Stored items from a collection:
....................

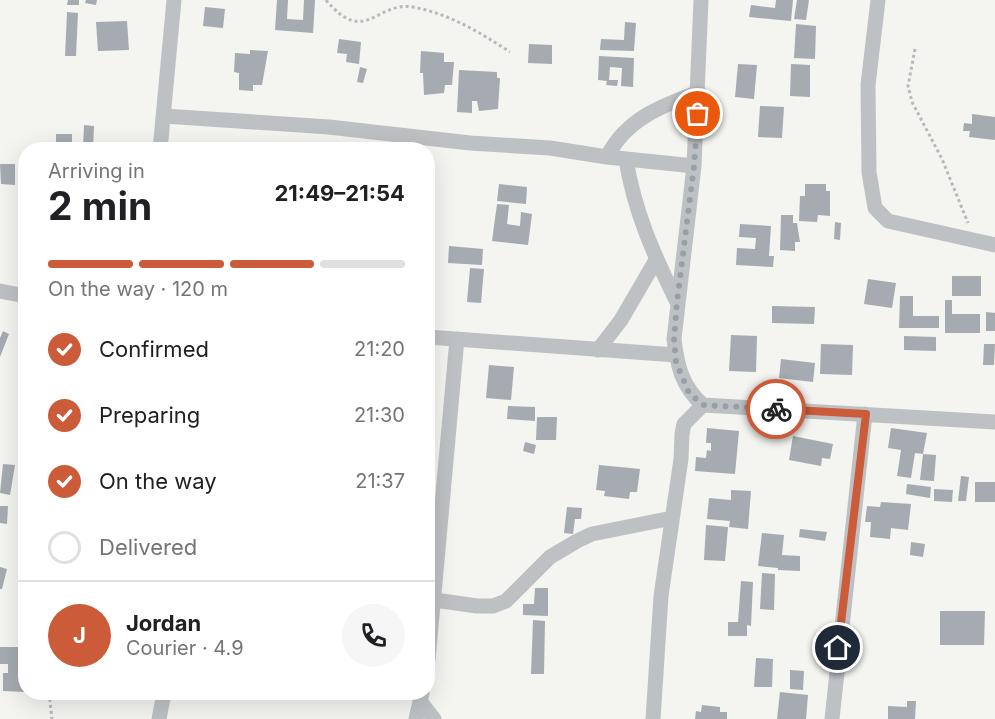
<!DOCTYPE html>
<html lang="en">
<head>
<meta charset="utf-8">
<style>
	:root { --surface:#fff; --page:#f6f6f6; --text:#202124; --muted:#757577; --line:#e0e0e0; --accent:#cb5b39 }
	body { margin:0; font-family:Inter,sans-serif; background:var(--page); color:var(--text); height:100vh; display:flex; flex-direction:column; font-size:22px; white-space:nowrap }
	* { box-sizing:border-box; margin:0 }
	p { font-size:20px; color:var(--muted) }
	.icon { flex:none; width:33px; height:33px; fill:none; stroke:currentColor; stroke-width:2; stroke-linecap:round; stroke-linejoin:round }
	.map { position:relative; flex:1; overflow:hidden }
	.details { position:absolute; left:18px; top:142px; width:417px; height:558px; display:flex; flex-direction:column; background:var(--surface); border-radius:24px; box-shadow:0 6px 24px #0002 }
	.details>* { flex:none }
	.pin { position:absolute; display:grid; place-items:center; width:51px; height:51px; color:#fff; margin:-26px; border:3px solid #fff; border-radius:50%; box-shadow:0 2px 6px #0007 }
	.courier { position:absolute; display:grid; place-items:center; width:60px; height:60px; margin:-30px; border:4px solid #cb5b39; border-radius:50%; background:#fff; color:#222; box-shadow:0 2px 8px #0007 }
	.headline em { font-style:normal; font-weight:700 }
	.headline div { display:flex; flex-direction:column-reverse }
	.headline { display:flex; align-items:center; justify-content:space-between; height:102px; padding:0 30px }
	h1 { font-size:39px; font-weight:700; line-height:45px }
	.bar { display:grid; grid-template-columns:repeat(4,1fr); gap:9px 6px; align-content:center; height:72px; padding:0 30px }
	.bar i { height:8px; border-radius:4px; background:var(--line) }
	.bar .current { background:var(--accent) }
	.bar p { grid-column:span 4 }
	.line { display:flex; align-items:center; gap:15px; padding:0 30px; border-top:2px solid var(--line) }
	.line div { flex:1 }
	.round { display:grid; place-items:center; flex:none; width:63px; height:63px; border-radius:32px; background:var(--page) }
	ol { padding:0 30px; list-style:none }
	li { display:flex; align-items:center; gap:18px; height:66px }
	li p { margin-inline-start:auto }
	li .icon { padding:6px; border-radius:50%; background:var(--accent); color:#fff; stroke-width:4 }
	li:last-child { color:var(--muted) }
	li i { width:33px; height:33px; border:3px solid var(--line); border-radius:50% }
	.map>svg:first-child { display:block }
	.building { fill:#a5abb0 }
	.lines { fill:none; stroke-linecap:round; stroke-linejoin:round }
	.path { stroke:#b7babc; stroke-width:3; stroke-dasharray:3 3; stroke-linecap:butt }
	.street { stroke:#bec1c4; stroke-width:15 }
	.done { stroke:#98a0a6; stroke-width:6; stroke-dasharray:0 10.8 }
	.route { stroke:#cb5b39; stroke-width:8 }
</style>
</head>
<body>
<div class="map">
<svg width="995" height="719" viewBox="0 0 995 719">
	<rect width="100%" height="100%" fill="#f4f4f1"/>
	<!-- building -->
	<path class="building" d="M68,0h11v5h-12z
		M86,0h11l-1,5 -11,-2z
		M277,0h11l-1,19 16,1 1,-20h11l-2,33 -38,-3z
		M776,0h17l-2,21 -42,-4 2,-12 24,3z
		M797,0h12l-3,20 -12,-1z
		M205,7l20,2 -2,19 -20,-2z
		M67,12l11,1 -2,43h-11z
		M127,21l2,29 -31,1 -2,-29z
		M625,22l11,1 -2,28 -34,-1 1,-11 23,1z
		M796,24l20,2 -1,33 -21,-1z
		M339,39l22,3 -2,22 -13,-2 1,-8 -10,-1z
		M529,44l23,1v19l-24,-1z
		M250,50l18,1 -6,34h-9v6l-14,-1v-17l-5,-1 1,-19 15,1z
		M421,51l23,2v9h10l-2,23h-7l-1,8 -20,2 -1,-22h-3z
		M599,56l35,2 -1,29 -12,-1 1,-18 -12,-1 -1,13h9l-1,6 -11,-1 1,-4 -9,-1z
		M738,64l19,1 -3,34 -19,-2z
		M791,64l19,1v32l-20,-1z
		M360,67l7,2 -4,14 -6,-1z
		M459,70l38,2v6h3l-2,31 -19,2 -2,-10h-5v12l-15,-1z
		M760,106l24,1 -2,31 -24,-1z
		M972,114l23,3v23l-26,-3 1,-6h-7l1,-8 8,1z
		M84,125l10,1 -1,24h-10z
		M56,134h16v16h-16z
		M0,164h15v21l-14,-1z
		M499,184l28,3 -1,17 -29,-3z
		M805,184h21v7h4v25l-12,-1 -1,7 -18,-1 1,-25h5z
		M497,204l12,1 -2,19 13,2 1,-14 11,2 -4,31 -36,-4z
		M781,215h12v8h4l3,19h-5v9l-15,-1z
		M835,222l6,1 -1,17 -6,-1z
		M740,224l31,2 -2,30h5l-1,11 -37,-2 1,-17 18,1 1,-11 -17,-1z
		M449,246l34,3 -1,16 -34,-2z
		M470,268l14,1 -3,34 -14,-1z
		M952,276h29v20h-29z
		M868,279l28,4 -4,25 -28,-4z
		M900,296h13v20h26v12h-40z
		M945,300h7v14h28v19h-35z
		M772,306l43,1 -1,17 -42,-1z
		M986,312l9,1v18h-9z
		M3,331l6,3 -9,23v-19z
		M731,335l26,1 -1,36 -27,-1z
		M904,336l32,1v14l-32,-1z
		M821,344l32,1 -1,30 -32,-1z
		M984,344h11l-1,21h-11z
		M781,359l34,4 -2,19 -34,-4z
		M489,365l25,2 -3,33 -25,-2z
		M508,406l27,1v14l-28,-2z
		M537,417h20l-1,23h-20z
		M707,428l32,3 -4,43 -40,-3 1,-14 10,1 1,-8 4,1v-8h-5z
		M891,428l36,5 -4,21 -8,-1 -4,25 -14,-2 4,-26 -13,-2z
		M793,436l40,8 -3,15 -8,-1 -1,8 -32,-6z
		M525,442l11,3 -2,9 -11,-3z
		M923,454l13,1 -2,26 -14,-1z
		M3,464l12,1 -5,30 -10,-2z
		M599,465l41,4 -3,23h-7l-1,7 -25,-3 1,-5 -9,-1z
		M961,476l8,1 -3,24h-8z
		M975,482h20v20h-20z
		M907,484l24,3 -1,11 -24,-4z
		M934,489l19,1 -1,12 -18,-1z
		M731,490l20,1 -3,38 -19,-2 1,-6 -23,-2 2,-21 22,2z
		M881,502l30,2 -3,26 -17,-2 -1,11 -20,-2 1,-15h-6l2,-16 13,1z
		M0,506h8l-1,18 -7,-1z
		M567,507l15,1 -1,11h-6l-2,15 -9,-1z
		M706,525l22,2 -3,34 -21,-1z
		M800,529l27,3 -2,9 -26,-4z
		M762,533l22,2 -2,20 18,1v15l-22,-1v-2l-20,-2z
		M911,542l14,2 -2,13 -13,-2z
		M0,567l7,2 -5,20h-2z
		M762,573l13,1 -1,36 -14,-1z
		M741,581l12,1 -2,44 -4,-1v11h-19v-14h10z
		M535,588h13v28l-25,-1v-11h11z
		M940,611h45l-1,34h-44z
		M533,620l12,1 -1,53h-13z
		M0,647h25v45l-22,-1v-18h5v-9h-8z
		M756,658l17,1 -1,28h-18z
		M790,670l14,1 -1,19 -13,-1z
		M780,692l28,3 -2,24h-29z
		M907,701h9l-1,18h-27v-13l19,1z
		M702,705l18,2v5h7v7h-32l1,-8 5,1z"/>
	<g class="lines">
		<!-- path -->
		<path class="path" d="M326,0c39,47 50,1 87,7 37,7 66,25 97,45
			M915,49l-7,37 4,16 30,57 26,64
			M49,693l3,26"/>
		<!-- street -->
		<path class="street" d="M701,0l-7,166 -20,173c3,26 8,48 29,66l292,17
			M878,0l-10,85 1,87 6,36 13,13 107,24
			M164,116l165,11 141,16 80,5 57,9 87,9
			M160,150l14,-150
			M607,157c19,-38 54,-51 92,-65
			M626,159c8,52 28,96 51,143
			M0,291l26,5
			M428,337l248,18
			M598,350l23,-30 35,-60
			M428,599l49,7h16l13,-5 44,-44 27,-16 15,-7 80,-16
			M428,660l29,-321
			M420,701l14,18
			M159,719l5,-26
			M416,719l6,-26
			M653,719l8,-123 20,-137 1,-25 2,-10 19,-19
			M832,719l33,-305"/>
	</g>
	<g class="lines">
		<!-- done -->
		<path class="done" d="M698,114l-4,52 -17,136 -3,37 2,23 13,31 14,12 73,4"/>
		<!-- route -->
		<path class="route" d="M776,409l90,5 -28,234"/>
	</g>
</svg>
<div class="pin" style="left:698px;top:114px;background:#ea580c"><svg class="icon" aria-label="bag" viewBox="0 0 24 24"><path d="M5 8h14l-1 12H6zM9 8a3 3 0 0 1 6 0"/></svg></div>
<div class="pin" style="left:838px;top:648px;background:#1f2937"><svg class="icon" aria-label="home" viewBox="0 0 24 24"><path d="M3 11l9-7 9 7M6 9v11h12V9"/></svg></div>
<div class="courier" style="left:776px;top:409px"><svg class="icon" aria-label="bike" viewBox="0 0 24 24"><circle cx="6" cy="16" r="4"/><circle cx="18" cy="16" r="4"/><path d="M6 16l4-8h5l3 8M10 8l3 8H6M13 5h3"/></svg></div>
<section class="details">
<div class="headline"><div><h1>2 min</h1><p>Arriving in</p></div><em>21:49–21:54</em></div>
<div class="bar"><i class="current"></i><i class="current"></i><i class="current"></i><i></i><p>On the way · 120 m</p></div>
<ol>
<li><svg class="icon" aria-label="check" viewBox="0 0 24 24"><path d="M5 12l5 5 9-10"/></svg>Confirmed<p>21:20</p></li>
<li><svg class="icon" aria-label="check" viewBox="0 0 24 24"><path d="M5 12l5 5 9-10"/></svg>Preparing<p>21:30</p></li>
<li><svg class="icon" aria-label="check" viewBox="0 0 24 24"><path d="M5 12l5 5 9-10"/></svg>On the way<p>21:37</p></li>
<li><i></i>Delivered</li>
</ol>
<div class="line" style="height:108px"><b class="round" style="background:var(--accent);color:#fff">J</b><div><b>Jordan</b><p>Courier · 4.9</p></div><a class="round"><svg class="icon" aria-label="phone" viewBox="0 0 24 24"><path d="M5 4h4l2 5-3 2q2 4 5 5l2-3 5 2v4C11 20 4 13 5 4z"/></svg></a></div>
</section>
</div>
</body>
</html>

....................

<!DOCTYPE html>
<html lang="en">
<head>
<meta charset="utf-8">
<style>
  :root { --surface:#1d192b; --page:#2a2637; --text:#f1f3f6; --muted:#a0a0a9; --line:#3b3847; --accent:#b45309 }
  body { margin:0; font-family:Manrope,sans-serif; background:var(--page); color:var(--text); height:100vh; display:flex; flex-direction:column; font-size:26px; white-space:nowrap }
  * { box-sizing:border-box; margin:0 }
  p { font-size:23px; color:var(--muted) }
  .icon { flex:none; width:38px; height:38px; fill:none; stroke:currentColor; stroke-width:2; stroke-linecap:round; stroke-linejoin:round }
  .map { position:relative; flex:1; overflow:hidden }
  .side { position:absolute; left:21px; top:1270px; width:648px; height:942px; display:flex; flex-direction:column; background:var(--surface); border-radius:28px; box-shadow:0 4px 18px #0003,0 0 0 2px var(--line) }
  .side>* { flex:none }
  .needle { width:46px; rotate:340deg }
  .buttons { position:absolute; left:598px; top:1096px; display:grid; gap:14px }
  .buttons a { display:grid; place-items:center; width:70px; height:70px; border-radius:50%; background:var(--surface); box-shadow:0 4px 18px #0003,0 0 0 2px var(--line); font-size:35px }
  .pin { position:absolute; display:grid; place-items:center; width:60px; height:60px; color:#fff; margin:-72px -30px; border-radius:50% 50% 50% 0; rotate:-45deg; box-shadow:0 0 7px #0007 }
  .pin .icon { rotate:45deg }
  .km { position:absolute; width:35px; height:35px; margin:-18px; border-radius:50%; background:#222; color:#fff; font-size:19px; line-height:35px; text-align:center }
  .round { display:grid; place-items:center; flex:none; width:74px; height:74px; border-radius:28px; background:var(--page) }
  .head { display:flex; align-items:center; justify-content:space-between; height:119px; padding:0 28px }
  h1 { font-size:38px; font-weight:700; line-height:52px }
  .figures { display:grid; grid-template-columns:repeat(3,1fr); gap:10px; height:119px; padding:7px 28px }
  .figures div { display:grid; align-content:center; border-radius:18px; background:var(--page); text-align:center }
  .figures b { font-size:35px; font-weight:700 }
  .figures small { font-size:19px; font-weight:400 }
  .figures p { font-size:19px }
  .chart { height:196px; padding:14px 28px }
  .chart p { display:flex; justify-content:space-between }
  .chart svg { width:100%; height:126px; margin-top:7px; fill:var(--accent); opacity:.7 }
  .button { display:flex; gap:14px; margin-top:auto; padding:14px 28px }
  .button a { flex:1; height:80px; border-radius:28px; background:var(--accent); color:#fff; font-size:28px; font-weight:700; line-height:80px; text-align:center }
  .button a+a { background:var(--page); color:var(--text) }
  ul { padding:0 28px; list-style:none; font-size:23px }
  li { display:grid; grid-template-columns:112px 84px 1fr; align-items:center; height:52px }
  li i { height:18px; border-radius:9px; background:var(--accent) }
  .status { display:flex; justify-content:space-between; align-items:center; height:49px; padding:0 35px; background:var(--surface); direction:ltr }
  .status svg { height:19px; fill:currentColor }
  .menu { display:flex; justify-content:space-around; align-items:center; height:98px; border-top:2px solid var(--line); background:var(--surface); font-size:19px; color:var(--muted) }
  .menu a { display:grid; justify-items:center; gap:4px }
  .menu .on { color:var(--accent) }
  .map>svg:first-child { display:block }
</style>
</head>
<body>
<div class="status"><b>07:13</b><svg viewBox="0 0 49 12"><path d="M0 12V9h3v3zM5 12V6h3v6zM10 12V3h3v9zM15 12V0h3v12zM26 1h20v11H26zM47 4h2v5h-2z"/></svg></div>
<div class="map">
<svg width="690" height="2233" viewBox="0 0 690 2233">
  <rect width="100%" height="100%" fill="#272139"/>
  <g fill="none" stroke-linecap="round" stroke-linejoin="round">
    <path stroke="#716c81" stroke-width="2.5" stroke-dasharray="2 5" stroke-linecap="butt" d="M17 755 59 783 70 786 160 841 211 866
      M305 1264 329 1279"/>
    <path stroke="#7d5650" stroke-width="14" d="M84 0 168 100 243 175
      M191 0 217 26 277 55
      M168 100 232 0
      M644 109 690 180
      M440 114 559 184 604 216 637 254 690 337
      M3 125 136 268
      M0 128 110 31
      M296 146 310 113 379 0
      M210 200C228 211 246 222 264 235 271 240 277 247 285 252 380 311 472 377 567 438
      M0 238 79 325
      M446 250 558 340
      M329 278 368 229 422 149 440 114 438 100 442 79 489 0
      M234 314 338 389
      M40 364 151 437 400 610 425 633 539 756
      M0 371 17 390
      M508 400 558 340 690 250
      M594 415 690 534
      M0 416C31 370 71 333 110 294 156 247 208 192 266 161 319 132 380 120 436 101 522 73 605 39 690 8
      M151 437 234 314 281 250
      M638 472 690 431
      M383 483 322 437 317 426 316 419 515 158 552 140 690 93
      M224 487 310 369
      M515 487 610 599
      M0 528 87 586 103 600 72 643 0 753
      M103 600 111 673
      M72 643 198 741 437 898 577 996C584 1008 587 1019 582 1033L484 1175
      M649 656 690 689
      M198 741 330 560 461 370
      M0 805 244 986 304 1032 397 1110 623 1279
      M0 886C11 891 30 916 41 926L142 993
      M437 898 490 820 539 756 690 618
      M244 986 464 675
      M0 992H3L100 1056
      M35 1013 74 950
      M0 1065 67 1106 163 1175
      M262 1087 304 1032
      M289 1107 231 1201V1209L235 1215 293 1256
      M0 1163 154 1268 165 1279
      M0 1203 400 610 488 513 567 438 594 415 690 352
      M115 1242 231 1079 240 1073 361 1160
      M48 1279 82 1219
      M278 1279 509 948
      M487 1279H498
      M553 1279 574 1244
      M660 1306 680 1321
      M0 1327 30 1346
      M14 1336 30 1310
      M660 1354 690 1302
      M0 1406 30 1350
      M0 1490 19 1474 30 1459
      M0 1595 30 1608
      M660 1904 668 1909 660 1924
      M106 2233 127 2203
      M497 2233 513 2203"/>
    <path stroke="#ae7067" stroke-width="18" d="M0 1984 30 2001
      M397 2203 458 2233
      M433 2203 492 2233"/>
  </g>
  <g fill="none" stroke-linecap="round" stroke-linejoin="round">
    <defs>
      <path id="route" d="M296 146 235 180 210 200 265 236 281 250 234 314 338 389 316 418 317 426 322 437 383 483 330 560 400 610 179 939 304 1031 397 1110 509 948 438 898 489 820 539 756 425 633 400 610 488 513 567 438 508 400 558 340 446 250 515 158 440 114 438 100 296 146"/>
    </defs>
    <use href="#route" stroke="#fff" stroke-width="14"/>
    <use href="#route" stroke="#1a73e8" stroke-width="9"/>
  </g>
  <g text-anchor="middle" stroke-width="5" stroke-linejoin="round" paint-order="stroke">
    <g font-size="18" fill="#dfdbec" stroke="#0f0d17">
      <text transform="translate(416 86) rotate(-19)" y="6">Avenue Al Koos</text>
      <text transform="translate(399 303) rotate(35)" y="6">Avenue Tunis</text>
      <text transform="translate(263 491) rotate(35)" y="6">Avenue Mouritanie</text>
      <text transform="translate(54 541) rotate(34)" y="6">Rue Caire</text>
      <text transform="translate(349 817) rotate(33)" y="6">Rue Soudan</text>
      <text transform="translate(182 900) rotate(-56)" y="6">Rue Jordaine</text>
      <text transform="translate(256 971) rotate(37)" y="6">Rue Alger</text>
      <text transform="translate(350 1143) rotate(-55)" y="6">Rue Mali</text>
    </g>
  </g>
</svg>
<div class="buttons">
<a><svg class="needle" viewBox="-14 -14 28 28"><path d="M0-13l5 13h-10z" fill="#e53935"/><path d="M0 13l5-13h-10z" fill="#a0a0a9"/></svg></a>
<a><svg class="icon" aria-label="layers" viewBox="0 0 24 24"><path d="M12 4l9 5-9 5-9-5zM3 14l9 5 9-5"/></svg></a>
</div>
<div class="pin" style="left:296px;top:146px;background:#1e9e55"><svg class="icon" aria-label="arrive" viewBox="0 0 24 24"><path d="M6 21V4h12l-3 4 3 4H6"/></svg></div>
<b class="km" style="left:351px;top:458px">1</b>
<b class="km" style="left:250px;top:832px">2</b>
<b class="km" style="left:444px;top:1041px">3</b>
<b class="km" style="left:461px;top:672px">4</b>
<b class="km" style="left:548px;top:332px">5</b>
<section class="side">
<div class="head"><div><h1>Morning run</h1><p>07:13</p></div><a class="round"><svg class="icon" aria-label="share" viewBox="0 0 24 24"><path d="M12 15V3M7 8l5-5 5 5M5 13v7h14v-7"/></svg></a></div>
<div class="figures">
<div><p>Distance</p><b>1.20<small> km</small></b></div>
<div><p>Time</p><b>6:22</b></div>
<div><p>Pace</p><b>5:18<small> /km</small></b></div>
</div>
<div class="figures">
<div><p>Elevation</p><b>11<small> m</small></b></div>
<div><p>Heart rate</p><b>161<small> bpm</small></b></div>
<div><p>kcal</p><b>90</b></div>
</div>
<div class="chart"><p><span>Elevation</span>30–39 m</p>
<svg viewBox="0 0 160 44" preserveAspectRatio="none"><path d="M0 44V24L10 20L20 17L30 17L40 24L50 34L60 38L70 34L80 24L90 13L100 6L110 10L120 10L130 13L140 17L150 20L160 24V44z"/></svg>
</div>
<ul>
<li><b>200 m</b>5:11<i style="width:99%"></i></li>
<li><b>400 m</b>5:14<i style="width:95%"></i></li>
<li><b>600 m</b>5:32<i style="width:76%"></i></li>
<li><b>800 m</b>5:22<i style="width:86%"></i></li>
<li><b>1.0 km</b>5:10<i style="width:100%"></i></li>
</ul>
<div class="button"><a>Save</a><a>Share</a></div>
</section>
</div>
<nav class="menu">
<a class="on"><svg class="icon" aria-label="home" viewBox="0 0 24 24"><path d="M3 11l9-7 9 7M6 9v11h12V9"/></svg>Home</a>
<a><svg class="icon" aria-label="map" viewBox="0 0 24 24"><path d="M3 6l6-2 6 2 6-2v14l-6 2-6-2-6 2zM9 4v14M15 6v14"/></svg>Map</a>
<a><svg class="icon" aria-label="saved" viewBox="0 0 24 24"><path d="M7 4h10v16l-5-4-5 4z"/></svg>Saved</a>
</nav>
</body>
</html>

....................

Your task: Using only the entries above, output the line with "M529,44l23,1v19l-24,-1z", the line with "M975,482h20v20h-20z", and all lines between them, exactly as they stand.

Expected answer:
		M529,44l23,1v19l-24,-1z
		M250,50l18,1 -6,34h-9v6l-14,-1v-17l-5,-1 1,-19 15,1z
		M421,51l23,2v9h10l-2,23h-7l-1,8 -20,2 -1,-22h-3z
		M599,56l35,2 -1,29 -12,-1 1,-18 -12,-1 -1,13h9l-1,6 -11,-1 1,-4 -9,-1z
		M738,64l19,1 -3,34 -19,-2z
		M791,64l19,1v32l-20,-1z
		M360,67l7,2 -4,14 -6,-1z
		M459,70l38,2v6h3l-2,31 -19,2 -2,-10h-5v12l-15,-1z
		M760,106l24,1 -2,31 -24,-1z
		M972,114l23,3v23l-26,-3 1,-6h-7l1,-8 8,1z
		M84,125l10,1 -1,24h-10z
		M56,134h16v16h-16z
		M0,164h15v21l-14,-1z
		M499,184l28,3 -1,17 -29,-3z
		M805,184h21v7h4v25l-12,-1 -1,7 -18,-1 1,-25h5z
		M497,204l12,1 -2,19 13,2 1,-14 11,2 -4,31 -36,-4z
		M781,215h12v8h4l3,19h-5v9l-15,-1z
		M835,222l6,1 -1,17 -6,-1z
		M740,224l31,2 -2,30h5l-1,11 -37,-2 1,-17 18,1 1,-11 -17,-1z
		M449,246l34,3 -1,16 -34,-2z
		M470,268l14,1 -3,34 -14,-1z
		M952,276h29v20h-29z
		M868,279l28,4 -4,25 -28,-4z
		M900,296h13v20h26v12h-40z
		M945,300h7v14h28v19h-35z
		M772,306l43,1 -1,17 -42,-1z
		M986,312l9,1v18h-9z
		M3,331l6,3 -9,23v-19z
		M731,335l26,1 -1,36 -27,-1z
		M904,336l32,1v14l-32,-1z
		M821,344l32,1 -1,30 -32,-1z
		M984,344h11l-1,21h-11z
		M781,359l34,4 -2,19 -34,-4z
		M489,365l25,2 -3,33 -25,-2z
		M508,406l27,1v14l-28,-2z
		M537,417h20l-1,23h-20z
		M707,428l32,3 -4,43 -40,-3 1,-14 10,1 1,-8 4,1v-8h-5z
		M891,428l36,5 -4,21 -8,-1 -4,25 -14,-2 4,-26 -13,-2z
		M793,436l40,8 -3,15 -8,-1 -1,8 -32,-6z
		M525,442l11,3 -2,9 -11,-3z
		M923,454l13,1 -2,26 -14,-1z
		M3,464l12,1 -5,30 -10,-2z
		M599,465l41,4 -3,23h-7l-1,7 -25,-3 1,-5 -9,-1z
		M961,476l8,1 -3,24h-8z
		M975,482h20v20h-20z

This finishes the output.